A related story with more substance pertains to Robinson’s own club, the Dodgers. During spring training, outfielder Fred “Dixie” Walker wrote up a petition opposing the plan to integrate. He got a few teammates to sign. Brooklyn president Branch Rickey called in his manager, Leo Durocher, and told him to put the fire out before it spread. Durocher did just that: ‘I’ll tell you what you can do with your petition. If Robinson can win games, I don’t care if he’s white or black or has stripes like a f – – – – – – zebra, he’s going to play for me. I’m the manager of this team, and if I say he plays, he plays. He can take us to the World Series.”
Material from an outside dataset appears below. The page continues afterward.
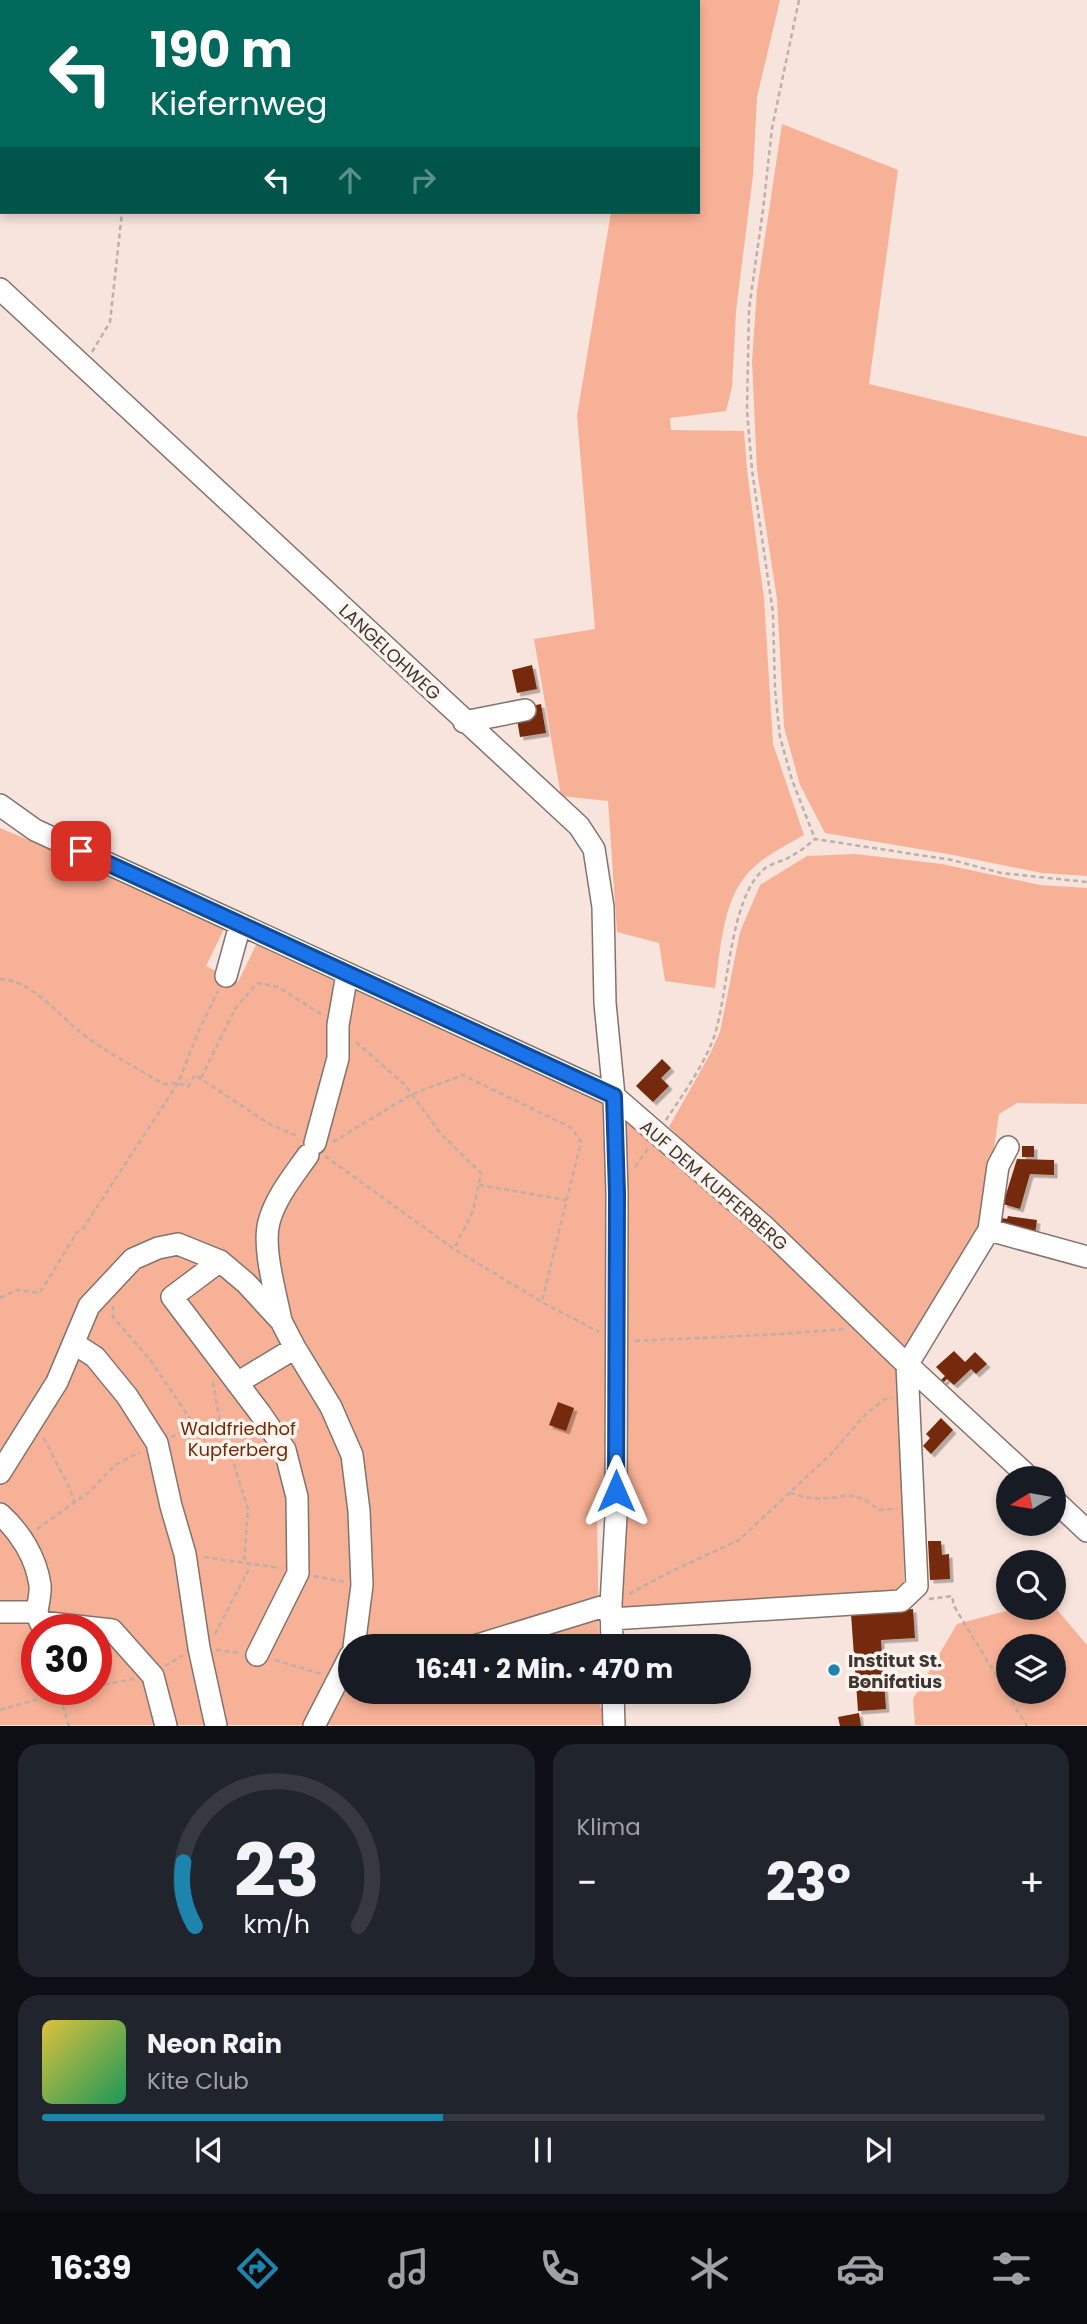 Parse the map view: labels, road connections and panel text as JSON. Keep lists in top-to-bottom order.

That midnight meeting and that speech, unlike Frick’s facing down the Cards a few weeks later, really did happen.
4 Comments
Richard:
Very nicely done with great detail. The movie ’42’ which came out a few years ago reflected on some of the information you included. It’s incredible to think of so much racism and bigotry at that time.
Rex
Thanks, Rex. I am familiar with that film but never saw it. How did it handle this story? Frick laying into those rebellious players would have been a highly dramatic scene, but I do not think it happened.
Hi Richard-
Very interesting article-I did not know the story about the (possibly) threatened strike. I wish Ford Frick was the NFL commish.
Southerners’ racial attitudes take a hit in the story. I attended college in the 70s and all fifty states were about evenly represented at the school. I found the northerners to be every bit as prejudiced as those from the south.
Kevin, I hope I made clear that the southerners (for all their faults) were being unfairly accused. That’s what made it such an appealing story for Woodward to concoct.